Friday, August 04, 2006

My Irony Meter Runs Amok

After skipping last week's entry due to a combination of laziness and bummed-outed-ness (because I wasn't at the RWA conference in Atlanta like almost everyone in the romance writing world), I'm pumped up for this week's entry. You see, I've been reading posts in the romance blogosphere the past few days that are seemingly unrelated but have tripped my irony meter right off the scale.
The first (though the most recent, chronologically speaking) comes from author Shana Galen/Shane Bolks on Jaunty Quills, excerpted below:

I guess I got my first taste of the literary scorn for genre fiction when I signed up for a novel-writing class after I finished my first book. The instructor read our first submissions, and during the second class, she assigned everyone outside reading. Most of my classmates had to read books on character, dialogue, plot. I was told to read books on feminist theory.

Apparently it wasn’t so much plot or point of view that I needed help with (though I certainly could have used help on both!). The instructor was more concerned with her stereotype that romance novels shows women as weak creatures who need a man to save them.

Fortunately, I ignored her advice and kept writing romance because, for me, writing a romance novel is a feminist statement.

The second is the kerfuffle over a letter written to Romance Writer's Report (the RWA's magazine) by Jan Butler essentially castigating RWA for allowing books portraying "alternative" relationships (e.g., homosexual, bisexual, polyamorous) to be published under the banner of "romance". I won't bore you by reproducing the letter either in full or in part here, but if you want the gist of it, I suggest you read the excerpt on Kate Rothwell's blog. You can also read a host of comments in response to the original letter, as well as Ms. Butler's own defense of her position, in both Kate's blog and on Smart Bitches.

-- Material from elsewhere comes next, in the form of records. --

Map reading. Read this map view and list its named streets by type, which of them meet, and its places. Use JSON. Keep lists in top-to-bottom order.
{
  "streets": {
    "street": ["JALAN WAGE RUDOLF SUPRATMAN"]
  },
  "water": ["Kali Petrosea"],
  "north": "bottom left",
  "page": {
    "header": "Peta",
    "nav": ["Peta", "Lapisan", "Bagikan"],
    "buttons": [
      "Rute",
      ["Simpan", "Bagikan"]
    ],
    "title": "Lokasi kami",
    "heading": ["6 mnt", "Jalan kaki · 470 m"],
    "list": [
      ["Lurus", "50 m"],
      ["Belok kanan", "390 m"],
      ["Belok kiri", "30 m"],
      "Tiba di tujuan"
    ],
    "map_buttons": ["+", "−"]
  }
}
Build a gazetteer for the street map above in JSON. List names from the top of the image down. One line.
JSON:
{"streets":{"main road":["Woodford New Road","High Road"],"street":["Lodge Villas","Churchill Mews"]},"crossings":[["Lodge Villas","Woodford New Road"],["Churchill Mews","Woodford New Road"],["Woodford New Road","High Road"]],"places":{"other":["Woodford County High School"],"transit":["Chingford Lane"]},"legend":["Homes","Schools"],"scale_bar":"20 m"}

Now, I'm sure at this point, you're wondering what connects these two topics in my pitiful little mind.

In a nutshell, it's this: romance, however varied its forms and permutations, can't please either the left or the right. To the highbrows on the educated left, romance is too conservative. It's anti-feminist and demeaning to women. (The fact that most romances portray women's sexuality in healthy and empowering ways seems to have escaped their notice.) But then to the right, romance is equally contemptible for being too progressive. "Perversions" aside, there's too much sex and, by extension, too much feminine empowerment, and conservatives long for the days of the sweet love stories in which the hero and heroine didn't consummate their relationship until after they were married and then only in the most euphemistic of terms. (When were those days, again? I remember reading a few Harlequins of this variety when I first started reading romance in the late 70s, but I pretty quickly graduated from those tame things to Bertrice Small and the like. The hotter the sex, the hotter the romance!)

Last week, I heard this quote from Aldous Huxley:

An intellectual is a person who's found one thing that's more interesting than sex.

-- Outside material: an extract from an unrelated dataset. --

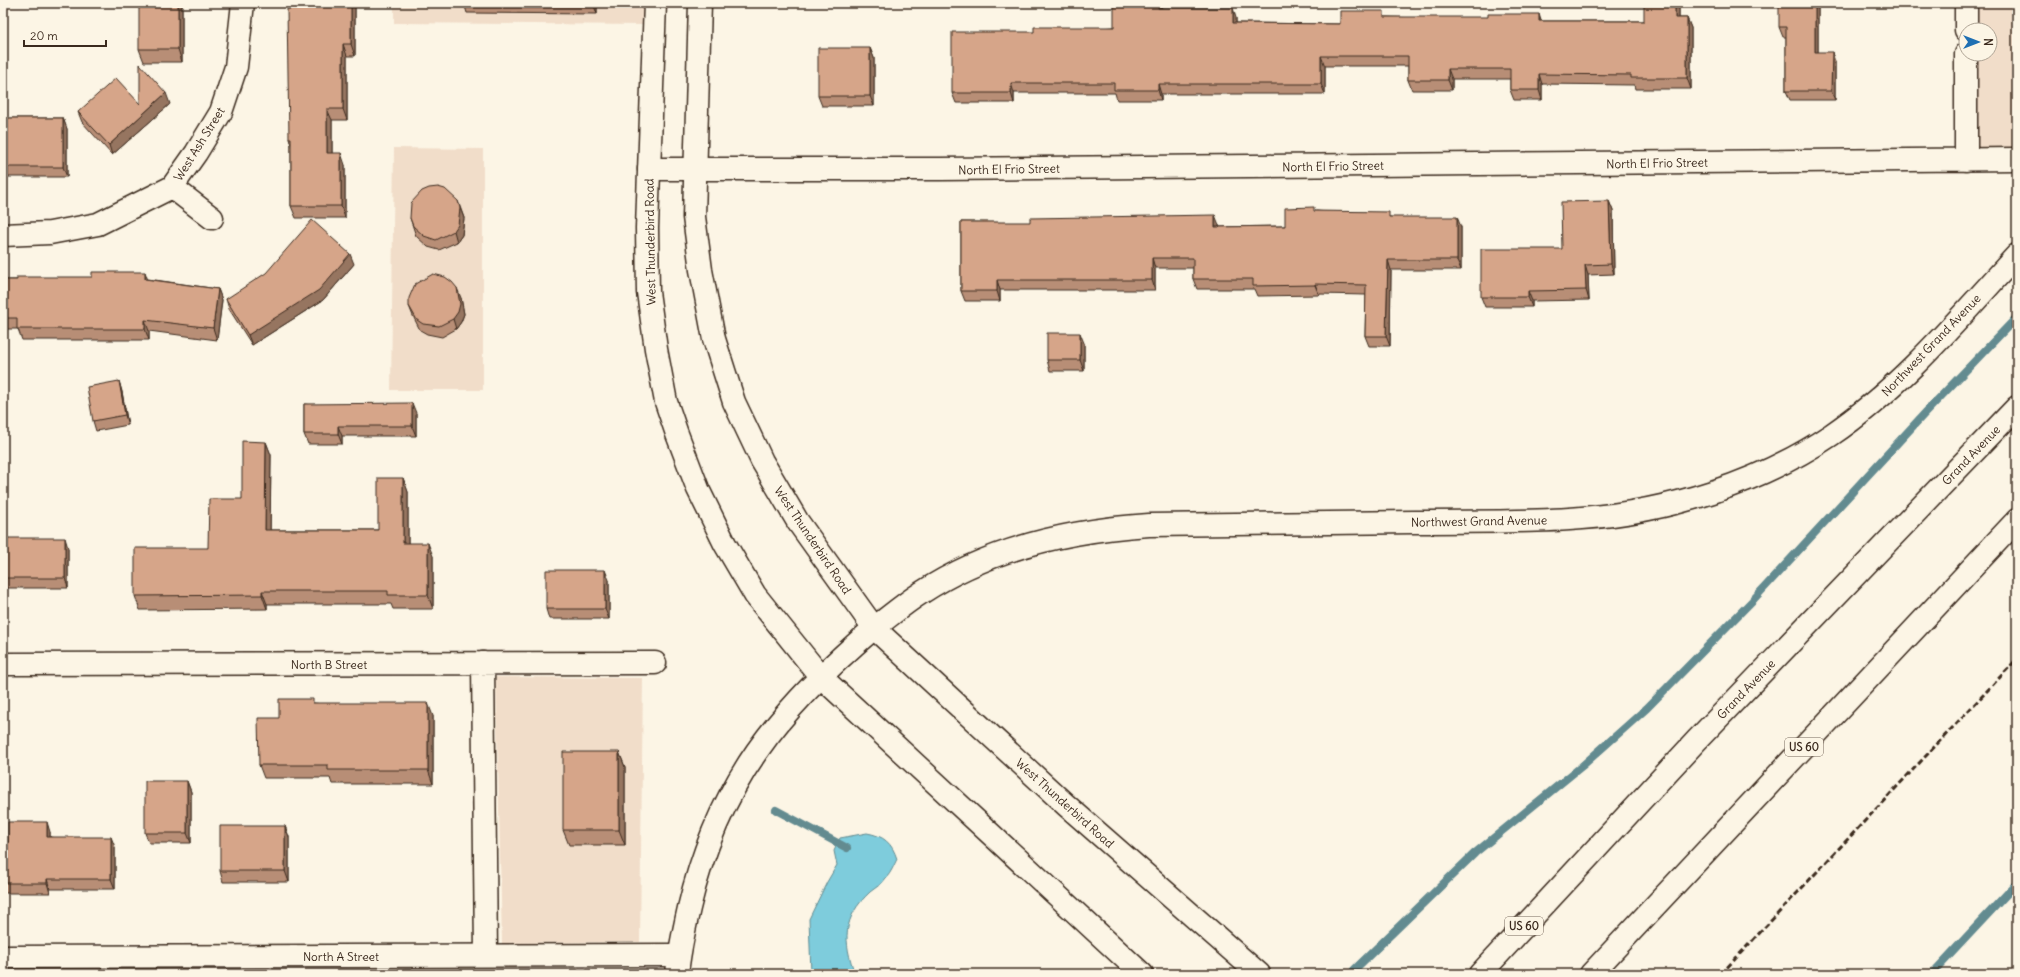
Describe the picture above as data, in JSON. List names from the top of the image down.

And my first thought was, "Damn, I'm never going to be an intellectual!"

And even though I am happily plugging away on writing my own historical romance novel and enjoying (almost) every second of it, I am not immune to what I perceive as the scorn in which romance is viewed in the wider world. Despite the fact that romance is an incredibly popular genre and that I read and enjoy it myself, I feel compelled to apologize for writing something so trivial and, well, non-literary. I don't fool myself that I'm writing the Great American Novel, but then I wonder: who's to say the Great American Novel can't be a romance? Not to say that it would be mine, mind you!

But why the hell not?

Oh, and on a completely unrelated note, if you'd like to read about RWA Nationals from a first-timer, check out my critique partner Lacey Kaye's blog. Her take on the conference is both informative and hilarious.

1 comment:

lacey kaye said...

Wow, how deep and insightful, Jacq! I remember reading this in the RWR and feeling just as outraged as you and the posters on the linked blog. I cannot see how same-sex stories can be segregated from the romance community. Totally unfair!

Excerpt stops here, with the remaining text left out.